Overall, I have a csw 2.5 after my 2 ts-pc I ordered had pretty bad coil whine. Csl was out because of the sensor issues.
You can customize more with the fanatec wheels, especially on the fly ffb strength and rotation degrees plus the biggest point: base friction/damping to get the best compromise of a beefy feeling and a very quickly rotating wheel.

Ts-pc has a very high base resistance which somehow vanishes when you start to really turn the wheel, csw 2.5 basically has no base resistance, feeling weird without some friction setting and the csl elite is somewhere in between...
Ts-pc feels thick and beefy, rotates quickly enough for drifting but the belt really makes some noise.

Overall, apart from plastics and coil whine and settings, the ts-pc will feel nicer.
Especially the formula rim (not the Ferrari Edition) will be great for F1 games.
The additional settings at the csl elite aren't really needed. They are meant for the csw base.

Conclusion: choose which looks you like better and which is cheaper.

I have the 2-pedal csl elite pedals and I love the feel compared to t3pa or g27 pedals. But I'm already on my second pots and if I don't use/clean them frequently they start to spike..
Also the 2 pedal config automatically calibrates itself, resulting in deadzones. Reaching 100% at only 90% of pedal movement and the first few percent are dead.
I got used to it though. I can slightly lean my feet on the pedals without pressing them and I can stop pressing my throttle like crazy due to not losing speed if I slightly get off the full maximum.
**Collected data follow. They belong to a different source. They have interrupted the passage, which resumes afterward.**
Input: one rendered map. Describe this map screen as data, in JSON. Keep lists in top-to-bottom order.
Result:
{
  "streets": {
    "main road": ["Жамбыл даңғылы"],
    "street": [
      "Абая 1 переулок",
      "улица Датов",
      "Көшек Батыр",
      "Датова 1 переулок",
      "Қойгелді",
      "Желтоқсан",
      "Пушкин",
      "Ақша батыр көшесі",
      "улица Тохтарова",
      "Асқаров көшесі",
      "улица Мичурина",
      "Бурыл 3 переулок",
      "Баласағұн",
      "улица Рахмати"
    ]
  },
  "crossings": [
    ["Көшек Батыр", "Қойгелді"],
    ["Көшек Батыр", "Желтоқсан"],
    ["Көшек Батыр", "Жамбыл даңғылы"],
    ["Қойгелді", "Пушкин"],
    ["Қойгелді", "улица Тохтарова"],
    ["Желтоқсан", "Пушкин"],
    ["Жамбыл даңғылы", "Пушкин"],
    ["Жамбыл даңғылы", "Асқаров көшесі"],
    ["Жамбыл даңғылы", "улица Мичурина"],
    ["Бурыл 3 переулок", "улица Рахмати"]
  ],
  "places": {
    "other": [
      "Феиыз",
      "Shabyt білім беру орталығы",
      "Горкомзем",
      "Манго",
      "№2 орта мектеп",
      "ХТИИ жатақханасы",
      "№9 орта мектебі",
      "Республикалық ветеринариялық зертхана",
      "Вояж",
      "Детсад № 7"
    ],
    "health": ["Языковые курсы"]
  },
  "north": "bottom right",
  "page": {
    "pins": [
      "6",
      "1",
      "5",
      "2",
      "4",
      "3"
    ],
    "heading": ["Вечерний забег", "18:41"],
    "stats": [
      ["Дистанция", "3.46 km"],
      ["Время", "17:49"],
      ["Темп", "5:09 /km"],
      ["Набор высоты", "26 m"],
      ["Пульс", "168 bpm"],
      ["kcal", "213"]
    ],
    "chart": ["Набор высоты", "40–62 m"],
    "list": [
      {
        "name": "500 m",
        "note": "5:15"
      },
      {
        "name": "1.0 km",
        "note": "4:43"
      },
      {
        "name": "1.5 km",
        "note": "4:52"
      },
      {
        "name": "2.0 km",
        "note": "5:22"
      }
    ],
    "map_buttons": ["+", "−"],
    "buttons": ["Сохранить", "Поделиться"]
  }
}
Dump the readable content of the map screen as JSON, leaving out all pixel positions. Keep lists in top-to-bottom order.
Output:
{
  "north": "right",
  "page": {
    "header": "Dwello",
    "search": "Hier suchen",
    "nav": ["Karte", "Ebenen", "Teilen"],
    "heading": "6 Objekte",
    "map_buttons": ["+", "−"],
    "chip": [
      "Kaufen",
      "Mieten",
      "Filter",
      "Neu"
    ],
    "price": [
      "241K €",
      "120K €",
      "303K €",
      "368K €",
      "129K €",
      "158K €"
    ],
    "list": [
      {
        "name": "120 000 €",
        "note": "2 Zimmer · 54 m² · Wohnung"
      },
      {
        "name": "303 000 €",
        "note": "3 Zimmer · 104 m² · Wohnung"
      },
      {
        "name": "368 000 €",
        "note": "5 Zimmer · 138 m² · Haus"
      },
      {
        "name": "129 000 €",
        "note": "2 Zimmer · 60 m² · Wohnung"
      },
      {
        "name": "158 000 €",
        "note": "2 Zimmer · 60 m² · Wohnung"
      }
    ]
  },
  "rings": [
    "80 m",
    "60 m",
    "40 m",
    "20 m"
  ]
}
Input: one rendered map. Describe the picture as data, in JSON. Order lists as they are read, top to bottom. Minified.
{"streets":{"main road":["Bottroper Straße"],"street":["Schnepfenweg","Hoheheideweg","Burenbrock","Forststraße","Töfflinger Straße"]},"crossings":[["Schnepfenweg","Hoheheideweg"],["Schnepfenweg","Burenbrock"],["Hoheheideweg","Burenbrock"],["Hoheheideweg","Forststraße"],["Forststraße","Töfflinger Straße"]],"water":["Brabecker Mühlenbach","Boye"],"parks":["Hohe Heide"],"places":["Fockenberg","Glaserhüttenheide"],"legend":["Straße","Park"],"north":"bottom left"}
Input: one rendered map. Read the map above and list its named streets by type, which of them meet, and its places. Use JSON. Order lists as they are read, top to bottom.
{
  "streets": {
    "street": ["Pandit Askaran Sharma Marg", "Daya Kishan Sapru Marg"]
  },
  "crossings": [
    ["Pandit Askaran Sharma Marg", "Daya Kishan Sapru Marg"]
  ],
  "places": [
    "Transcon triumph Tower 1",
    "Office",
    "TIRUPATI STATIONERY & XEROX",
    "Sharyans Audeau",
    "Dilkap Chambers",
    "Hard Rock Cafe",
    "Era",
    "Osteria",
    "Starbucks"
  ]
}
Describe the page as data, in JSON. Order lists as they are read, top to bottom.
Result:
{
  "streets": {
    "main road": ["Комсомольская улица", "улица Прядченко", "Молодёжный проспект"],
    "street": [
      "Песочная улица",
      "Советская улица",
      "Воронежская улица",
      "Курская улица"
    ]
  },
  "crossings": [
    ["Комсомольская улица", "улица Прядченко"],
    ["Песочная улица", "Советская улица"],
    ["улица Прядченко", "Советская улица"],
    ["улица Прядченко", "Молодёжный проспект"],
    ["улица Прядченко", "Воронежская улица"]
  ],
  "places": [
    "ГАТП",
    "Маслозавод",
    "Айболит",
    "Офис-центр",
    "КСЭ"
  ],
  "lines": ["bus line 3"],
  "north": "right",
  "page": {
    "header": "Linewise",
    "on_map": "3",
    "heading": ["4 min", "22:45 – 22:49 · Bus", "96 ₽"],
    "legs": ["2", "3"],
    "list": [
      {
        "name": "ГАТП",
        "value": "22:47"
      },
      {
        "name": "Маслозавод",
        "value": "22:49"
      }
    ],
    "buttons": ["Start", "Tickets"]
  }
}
Loadcell is designed in a bad way. Pressing the pedal at the very top will result in a lot higher pressure registrated compared to pressing the pedal at the bottom (loadcell is registering "bending" of the pedal arm, not the actual pressure of the elastomer axis).

I guess if you're lucky with a ts-pc purchase and don't hear the coil whine (I'm very sensitive), it would be a lot cheaper and a better decision!

If you want something really better without spending a total fortune, a 7nm DD or the csw 2.5 is what you'd need. Alongside fanatec v3 pedals or something similar (used heusinkveld etc).

Good luck with whatever you choose :)

Written on my phone in bed, might find some weird sentences etc :p

Here's a little video from me comparing wheel start ups and throwing the rim. Quick, stupid compilation, shows a lot about the differences though.
Ts-pc Ferrari, g25, dfgt, g27, csw 2.5 (p1 Alcantara rim).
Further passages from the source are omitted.